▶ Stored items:
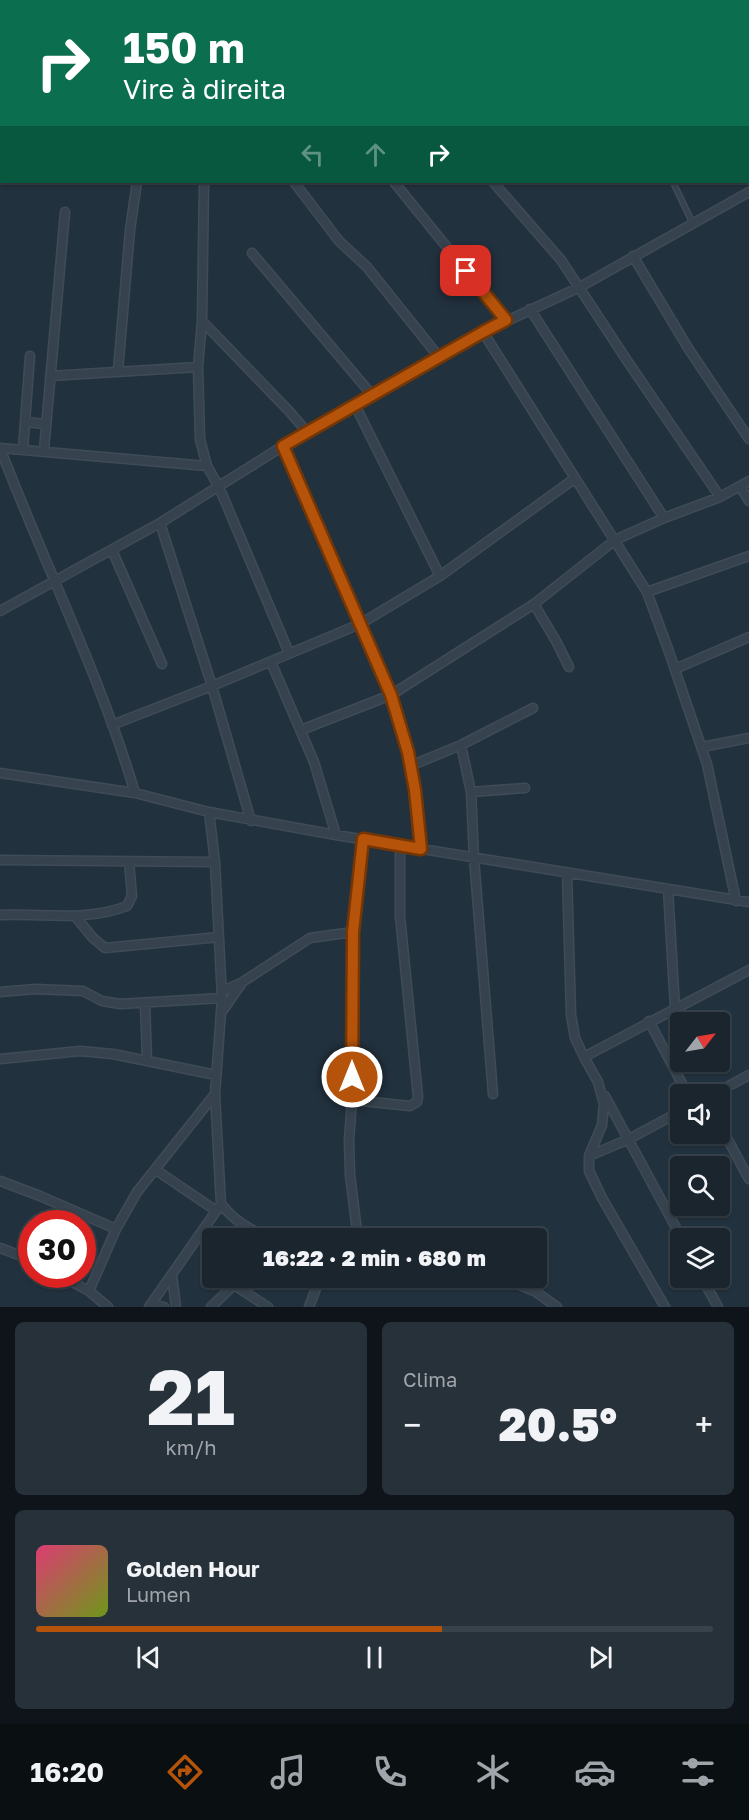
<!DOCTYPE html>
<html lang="pt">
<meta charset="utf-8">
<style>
body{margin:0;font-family:"Golos Text",sans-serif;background:#27313a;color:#f1f3f6;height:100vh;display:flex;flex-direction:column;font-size:22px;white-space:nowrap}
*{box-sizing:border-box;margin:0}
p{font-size:20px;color:#9fa5aa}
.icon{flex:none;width:33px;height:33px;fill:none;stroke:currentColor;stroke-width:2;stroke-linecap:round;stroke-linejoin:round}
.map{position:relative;height:1307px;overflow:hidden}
.panel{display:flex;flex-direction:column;gap:15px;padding:15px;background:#0e1419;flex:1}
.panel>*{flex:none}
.banner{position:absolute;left:0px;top:0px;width:750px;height:183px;box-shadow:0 2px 4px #0004,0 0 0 2px #38424a;background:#0b6e4f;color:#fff;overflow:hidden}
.needle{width:39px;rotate:59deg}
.tools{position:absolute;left:670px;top:1012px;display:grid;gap:12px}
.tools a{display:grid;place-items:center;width:60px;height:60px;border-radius:6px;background:#1a252e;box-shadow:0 2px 4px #0004,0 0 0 2px #38424a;font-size:30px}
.speed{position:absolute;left:18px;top:1210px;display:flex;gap:12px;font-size:30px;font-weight:700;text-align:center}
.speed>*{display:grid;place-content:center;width:78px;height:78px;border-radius:50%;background:#1a252e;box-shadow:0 2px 4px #0004,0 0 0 2px #38424a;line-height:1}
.speed .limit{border:9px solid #d22;background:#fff;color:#111}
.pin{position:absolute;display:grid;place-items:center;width:51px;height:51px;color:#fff;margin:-26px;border-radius:12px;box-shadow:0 3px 9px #0006}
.me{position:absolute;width:66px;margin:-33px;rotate:0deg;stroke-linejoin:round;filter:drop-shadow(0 0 4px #0008)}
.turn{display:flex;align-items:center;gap:21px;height:126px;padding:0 24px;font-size:27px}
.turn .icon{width:78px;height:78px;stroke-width:2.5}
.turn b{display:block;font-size:42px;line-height:51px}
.lanes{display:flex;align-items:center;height:57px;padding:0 24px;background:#0003;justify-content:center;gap:30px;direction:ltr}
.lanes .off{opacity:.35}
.big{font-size:45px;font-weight:800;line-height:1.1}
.panel .widget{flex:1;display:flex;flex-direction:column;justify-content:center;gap:9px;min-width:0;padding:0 21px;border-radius:9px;background:#27313a}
.panel .dial{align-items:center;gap:0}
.dial b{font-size:78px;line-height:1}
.song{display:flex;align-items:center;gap:18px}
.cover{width:72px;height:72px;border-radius:9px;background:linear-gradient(135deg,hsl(340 70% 55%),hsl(80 70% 35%))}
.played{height:6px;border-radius:3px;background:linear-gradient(90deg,#b45309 60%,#38424a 60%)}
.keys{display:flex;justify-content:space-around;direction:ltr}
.heat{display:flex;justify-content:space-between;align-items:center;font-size:33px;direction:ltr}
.panel .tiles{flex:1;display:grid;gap:15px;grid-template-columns:1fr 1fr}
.widget:last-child{grid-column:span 2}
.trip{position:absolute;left:202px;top:1228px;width:345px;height:60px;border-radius:6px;background:#1a252e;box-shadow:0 2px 4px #0004,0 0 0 2px #38424a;font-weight:800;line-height:60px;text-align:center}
.tabs{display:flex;height:96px;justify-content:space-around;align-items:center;background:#0a0f12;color:#9fa5aa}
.tabs .icon{width:42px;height:42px}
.tabs .active{color:#b45309}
.tabs b{font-size:27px;color:#f1f3f6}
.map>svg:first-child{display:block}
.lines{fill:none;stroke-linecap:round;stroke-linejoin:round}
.lane-casing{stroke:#3f4c57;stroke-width:7}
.street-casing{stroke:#3f4c57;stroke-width:11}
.lane{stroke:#36434e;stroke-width:4}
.street{stroke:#36434e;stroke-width:8}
.route-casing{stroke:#753606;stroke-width:15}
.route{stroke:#b45309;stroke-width:10}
</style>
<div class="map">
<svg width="749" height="1307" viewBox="0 0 749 1307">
<rect width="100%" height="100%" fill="#22313e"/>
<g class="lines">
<defs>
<path id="lane" d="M422,0L424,2
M586,0L589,2
M673,182L692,222"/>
<path id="street" d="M137,0L139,2
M354,0L355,2
M614,0L616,2
M9,2V0
M158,2L159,0
M231,2L232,0
M333,2L334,0
M638,2V0
M0,7L2,8
M0,68L2,57
M748,82H749
M0,119H2
M204,182L202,321L198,367L200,439L207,466L219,487L289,653
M294,182L339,241L367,267L439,357
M394,182L506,320
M493,182L561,260L628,362L720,497
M252,253L372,395
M633,256L688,348L749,439
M530,309L664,518
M202,321L289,411L307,432
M483,332L647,592L668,649L707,764L736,901
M118,371L130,230L137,182
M50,376L198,367
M355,405L440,576
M25,422L46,424
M283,446L391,695L408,752L415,790L421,849
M0,448C44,563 100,675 135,793
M0,448L207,466
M23,449L30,356
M44,450L65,212
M740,486L749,501
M160,523L212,686L251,821
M112,550L162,664
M647,592L749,556
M534,604L556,641L569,667
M0,611L160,523L283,446L483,332L580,287L749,192
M271,662L314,762L336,835
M675,669L749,637
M112,725L212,686L360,624L440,576L574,479
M301,730L391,695L534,604L615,540L664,518L720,497L749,481
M461,745L471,792L474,858L493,1094
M702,747L749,738
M410,766L461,745L533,708
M0,773L135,793L209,812L336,835L749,902
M471,792L525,788
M209,812L215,862L222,998L215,1094L221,1204C236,1223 253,1232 276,1239
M0,860L215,862
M567,873L571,1015L575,1038L584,1057
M668,889L675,1008
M0,915C42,913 86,922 127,906L132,896L129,862
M75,916L93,938L105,948L219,937
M222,991L241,983L310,938L353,932
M0,992L35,989L83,991L102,1001L120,1004L222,998
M145,1003L147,1060
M223,1010L241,984
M649,1021L688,1095
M0,1059L80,1051L113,1054L216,1075
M712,1095L749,1075
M605,1096L682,1239
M352,1100L410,1106L417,1102L418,1097L400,916V846
M720,1125L749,1179
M589,1156L629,1139L681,1111
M156,1170L215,1210
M0,1181L40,1196L116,1229L89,1291
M116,1229L137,1192L215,1094
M358,1239L350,1175L349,1140L352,1100L353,932L363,839
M0,1248L32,1260
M59,1275L89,1291L108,1307
M172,1275L176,1307
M503,1278L536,1292L557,1307
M702,1278L718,1307
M234,1285L268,1307
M151,1304L164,1307
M149,1307L221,1204
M211,1307L241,1278
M309,1307L320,1278
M665,1307L602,1198L589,1171V1156L602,1125L604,1104L598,1082L584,1057L749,970"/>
</defs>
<use href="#lane" class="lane-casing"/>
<use href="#street" class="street-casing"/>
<use href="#lane" class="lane"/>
<use href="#street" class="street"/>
</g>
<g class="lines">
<defs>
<path id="route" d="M352,1077L353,932L363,839L421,849L415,790L408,752L391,695L283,446L483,332L506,320L466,271"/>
</defs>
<use href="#route" class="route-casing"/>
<use href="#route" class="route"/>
</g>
</svg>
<div class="tools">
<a><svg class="needle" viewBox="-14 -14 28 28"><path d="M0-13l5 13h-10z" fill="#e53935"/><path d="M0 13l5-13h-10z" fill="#9fa5aa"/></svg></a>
<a><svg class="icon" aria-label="sound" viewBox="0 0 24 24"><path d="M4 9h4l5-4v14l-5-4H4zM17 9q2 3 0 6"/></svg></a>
<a><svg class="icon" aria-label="search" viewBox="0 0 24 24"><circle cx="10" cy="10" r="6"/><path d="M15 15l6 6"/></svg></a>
<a><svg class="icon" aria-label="layers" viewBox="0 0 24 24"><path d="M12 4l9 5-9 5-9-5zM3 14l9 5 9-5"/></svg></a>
</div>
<div class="speed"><div class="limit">30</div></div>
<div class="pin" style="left:466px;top:271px;background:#d93025"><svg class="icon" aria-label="arrive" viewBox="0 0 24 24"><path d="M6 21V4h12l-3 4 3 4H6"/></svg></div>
<svg class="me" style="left:352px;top:1077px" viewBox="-20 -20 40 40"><circle r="17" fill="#b45309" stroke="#fff" stroke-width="3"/><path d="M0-11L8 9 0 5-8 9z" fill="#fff"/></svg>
<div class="trip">16:22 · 2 min · 680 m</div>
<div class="banner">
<div class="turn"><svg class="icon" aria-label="right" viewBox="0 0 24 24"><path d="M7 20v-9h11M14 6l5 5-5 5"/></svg><div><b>150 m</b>Vire à direita</div></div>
<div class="lanes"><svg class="icon off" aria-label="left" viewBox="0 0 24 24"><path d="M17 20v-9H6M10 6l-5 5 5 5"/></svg><svg class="icon off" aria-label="ahead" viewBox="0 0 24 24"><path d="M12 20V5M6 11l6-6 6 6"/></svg><svg class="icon" aria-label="right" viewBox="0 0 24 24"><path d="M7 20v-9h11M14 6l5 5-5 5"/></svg></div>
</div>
</div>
<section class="panel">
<div class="tiles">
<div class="widget dial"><b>21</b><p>km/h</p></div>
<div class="widget"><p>Clima</p>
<div class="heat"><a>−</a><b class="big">20.5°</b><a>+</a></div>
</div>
<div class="widget">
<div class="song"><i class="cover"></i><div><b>Golden Hour</b><p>Lumen</p></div></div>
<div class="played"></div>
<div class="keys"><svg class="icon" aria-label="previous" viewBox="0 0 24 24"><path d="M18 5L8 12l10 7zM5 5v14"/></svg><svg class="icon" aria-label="pause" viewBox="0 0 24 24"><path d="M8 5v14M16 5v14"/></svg><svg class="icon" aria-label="next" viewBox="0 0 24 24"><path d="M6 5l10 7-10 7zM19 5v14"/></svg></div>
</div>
</div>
</section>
<nav class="tabs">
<b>16:20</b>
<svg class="icon active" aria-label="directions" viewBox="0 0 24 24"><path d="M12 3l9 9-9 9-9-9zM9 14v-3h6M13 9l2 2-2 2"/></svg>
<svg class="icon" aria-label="music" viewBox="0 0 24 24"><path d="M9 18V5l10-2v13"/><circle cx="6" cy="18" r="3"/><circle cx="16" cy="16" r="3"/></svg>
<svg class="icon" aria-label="phone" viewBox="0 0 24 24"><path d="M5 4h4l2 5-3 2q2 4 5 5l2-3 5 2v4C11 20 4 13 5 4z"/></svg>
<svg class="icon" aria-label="climate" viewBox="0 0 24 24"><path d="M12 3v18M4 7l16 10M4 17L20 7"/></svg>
<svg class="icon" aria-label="car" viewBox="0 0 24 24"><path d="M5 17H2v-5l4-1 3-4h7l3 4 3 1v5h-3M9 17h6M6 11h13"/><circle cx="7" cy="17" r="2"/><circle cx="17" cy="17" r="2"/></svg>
<svg class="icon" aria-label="filters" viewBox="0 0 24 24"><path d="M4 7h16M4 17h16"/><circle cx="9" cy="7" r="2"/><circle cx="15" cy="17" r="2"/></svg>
</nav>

▶ Problem:
Look through the records and copy down every line that holds "speed".

▶ Result:
.speed{position:absolute;left:18px;top:1210px;display:flex;gap:12px;font-size:30px;font-weight:700;text-align:center}
.speed>*{display:grid;place-content:center;width:78px;height:78px;border-radius:50%;background:#1a252e;box-shadow:0 2px 4px #0004,0 0 0 2px #38424a;line-height:1}
.speed .limit{border:9px solid #d22;background:#fff;color:#111}
<div class="speed"><div class="limit">30</div></div>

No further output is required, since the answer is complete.